Supplied records Block Start

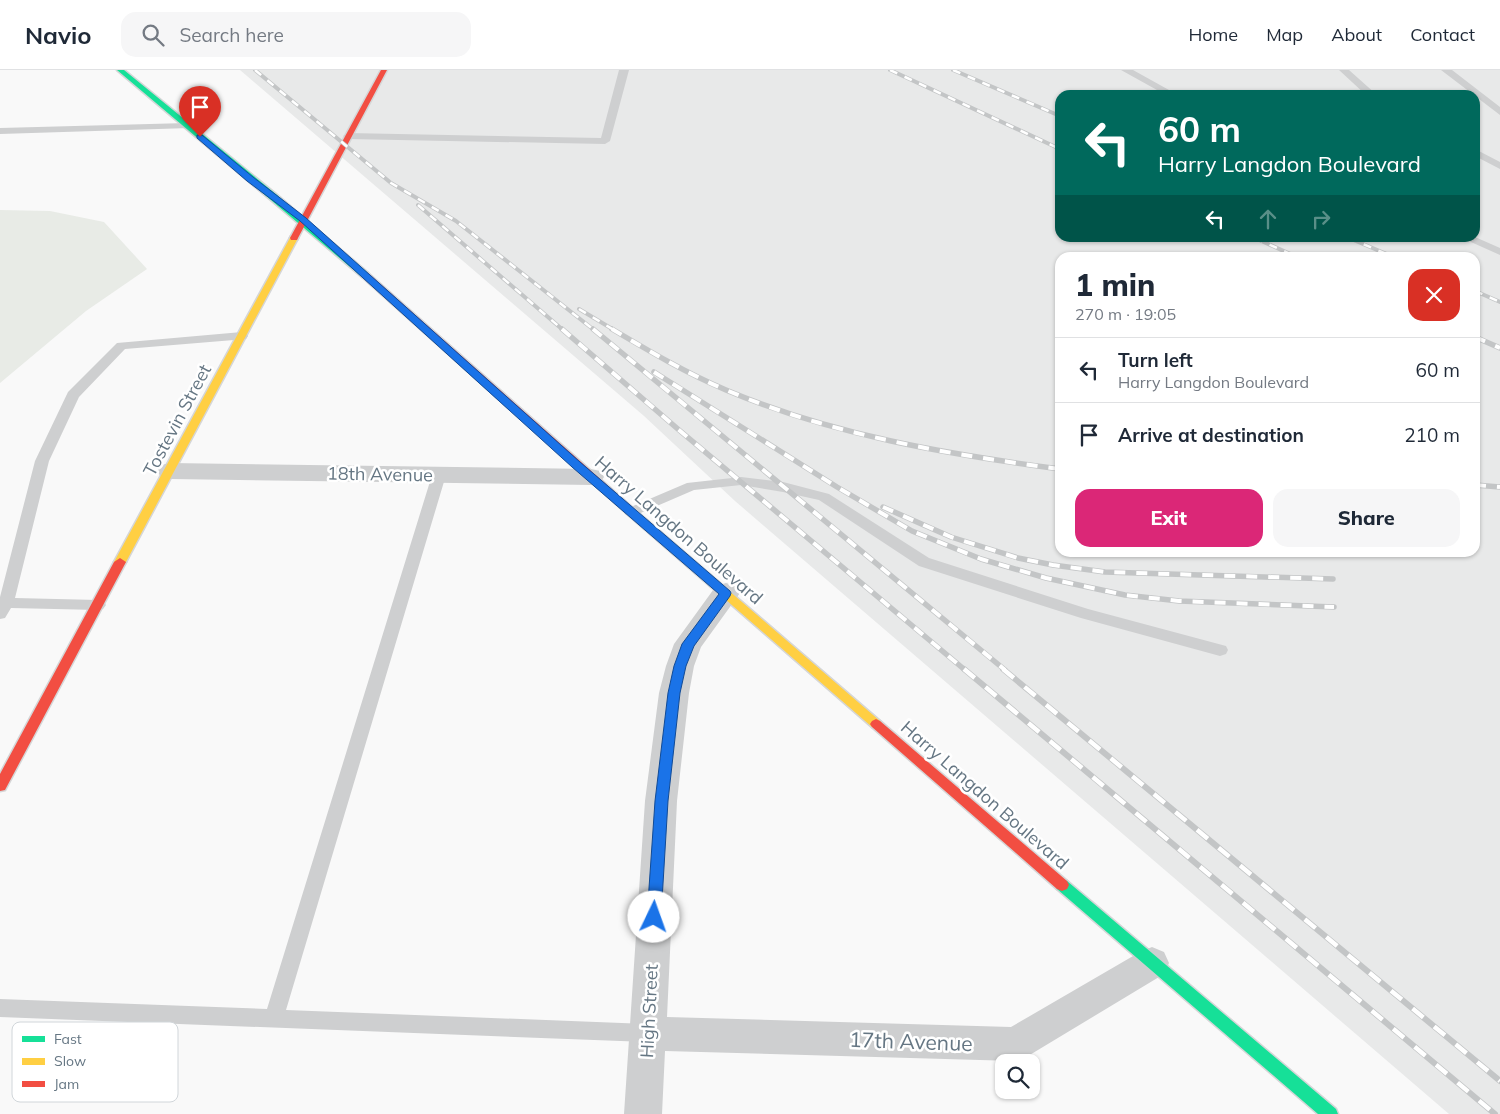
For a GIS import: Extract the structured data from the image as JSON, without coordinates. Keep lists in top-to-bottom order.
{
  "streets": {
    "main road": ["Tostevin Street", "Harry Langdon Boulevard"],
    "street": ["18th Avenue", "High Street", "17th Avenue"]
  },
  "crossings": [
    ["Tostevin Street", "18th Avenue"],
    ["Tostevin Street", "Harry Langdon Boulevard"],
    ["18th Avenue", "Harry Langdon Boulevard"],
    ["Harry Langdon Boulevard", "High Street"],
    ["Harry Langdon Boulevard", "17th Avenue"],
    ["High Street", "17th Avenue"]
  ],
  "legend": ["Fast", "Slow", "Jam"],
  "page": {
    "header": "Navio",
    "search": "Search here",
    "nav": [
      "Home",
      "Map",
      "About",
      "Contact"
    ],
    "turn": ["60 m", "Harry Langdon Boulevard"],
    "heading": ["1 min", "270 m · 19:05"],
    "list": [
      {
        "name": "Turn left",
        "note": "Harry Langdon Boulevard",
        "value": "60 m"
      },
      {
        "name": "Arrive at destination",
        "value": "210 m"
      }
    ],
    "buttons": ["Exit", "Share"]
  }
}
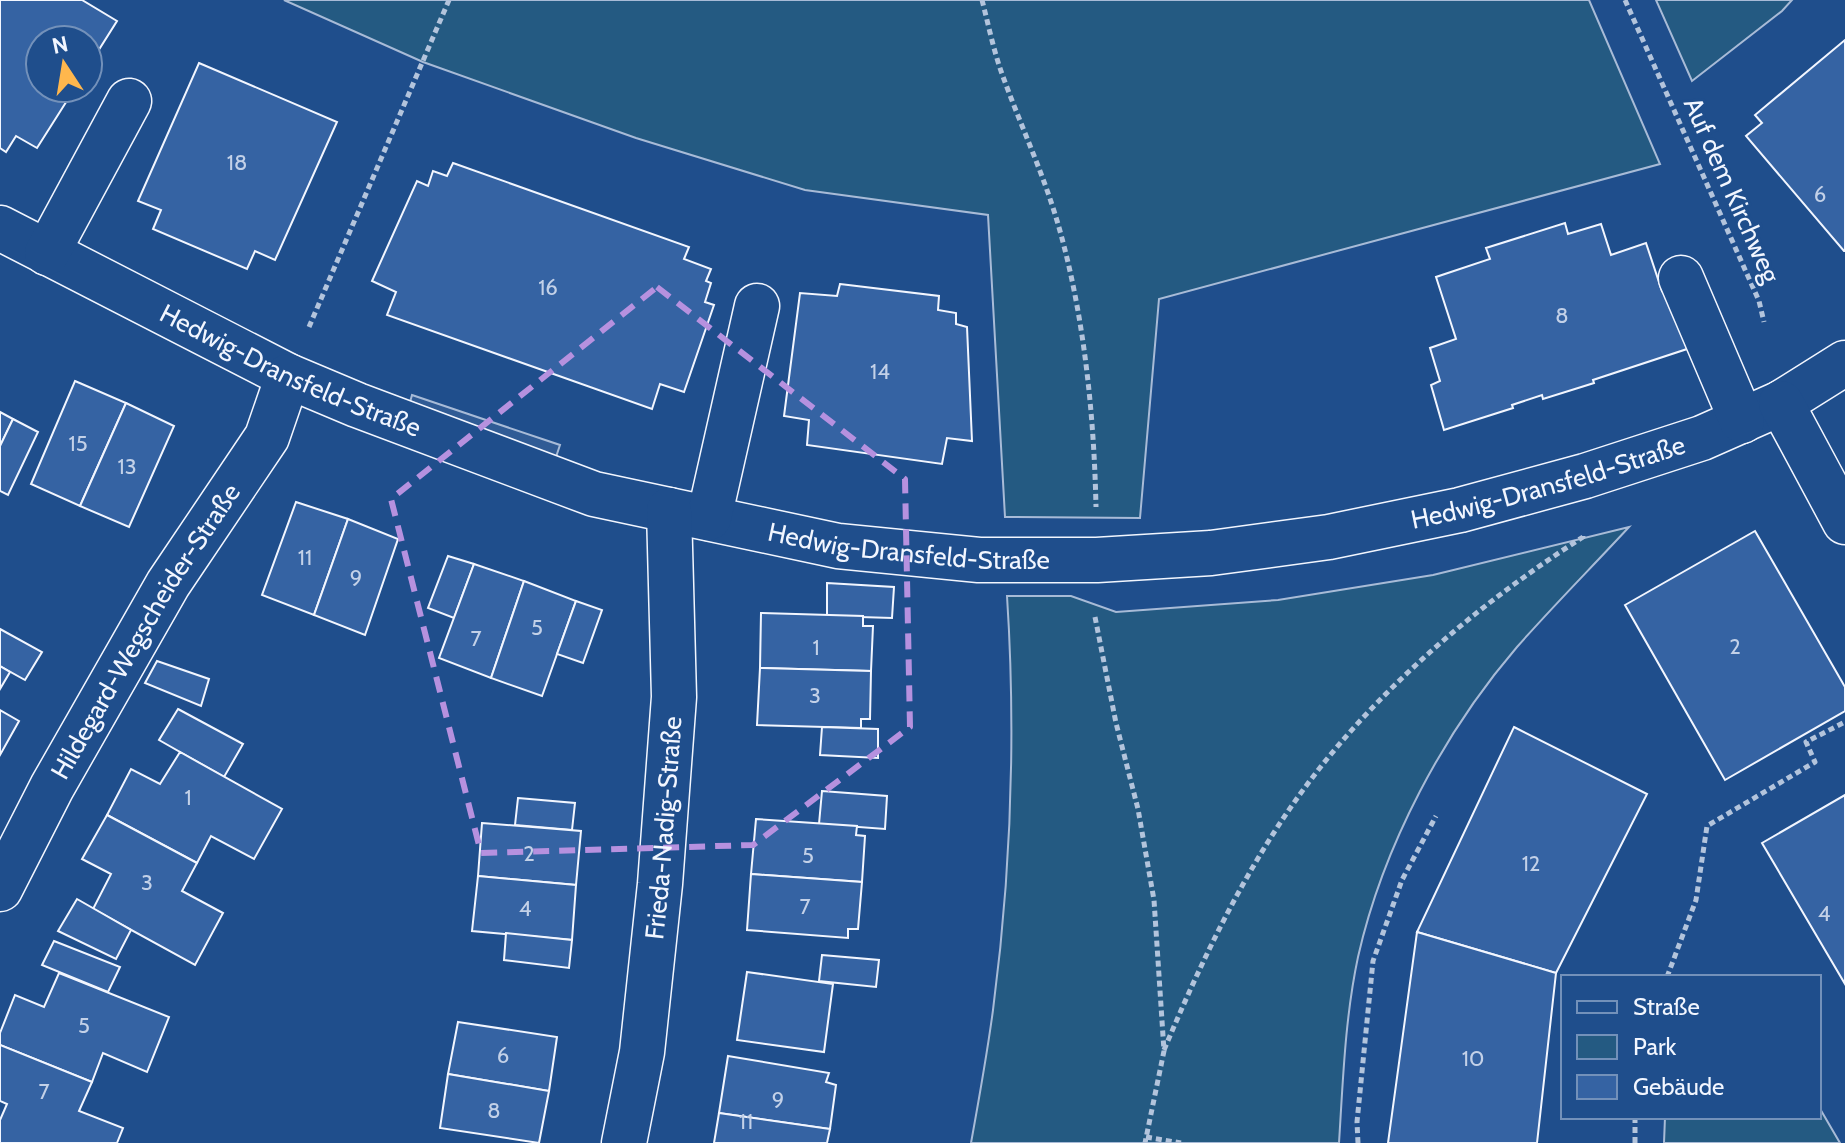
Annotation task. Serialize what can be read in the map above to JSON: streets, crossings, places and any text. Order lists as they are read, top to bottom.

Supplied records Block End

*Work task*.
Pictures are to be dropped; every line of the records is to be returned unchanged.

*Exercise solution*.
For a GIS import: Extract the structured data from the image as JSON, without coordinates. Keep lists in top-to-bottom order.
{
  "streets": {
    "main road": ["Tostevin Street", "Harry Langdon Boulevard"],
    "street": ["18th Avenue", "High Street", "17th Avenue"]
  },
  "crossings": [
    ["Tostevin Street", "18th Avenue"],
    ["Tostevin Street", "Harry Langdon Boulevard"],
    ["18th Avenue", "Harry Langdon Boulevard"],
    ["Harry Langdon Boulevard", "High Street"],
    ["Harry Langdon Boulevard", "17th Avenue"],
    ["High Street", "17th Avenue"]
  ],
  "legend": ["Fast", "Slow", "Jam"],
  "page": {
    "header": "Navio",
    "search": "Search here",
    "nav": [
      "Home",
      "Map",
      "About",
      "Contact"
    ],
    "turn": ["60 m", "Harry Langdon Boulevard"],
    "heading": ["1 min", "270 m · 19:05"],
    "list": [
      {
        "name": "Turn left",
        "note": "Harry Langdon Boulevard",
        "value": "60 m"
      },
      {
        "name": "Arrive at destination",
        "value": "210 m"
      }
    ],
    "buttons": ["Exit", "Share"]
  }
}
Annotation task. Serialize what can be read in the map above to JSON: streets, crossings, places and any text. Order lists as they are read, top to bottom.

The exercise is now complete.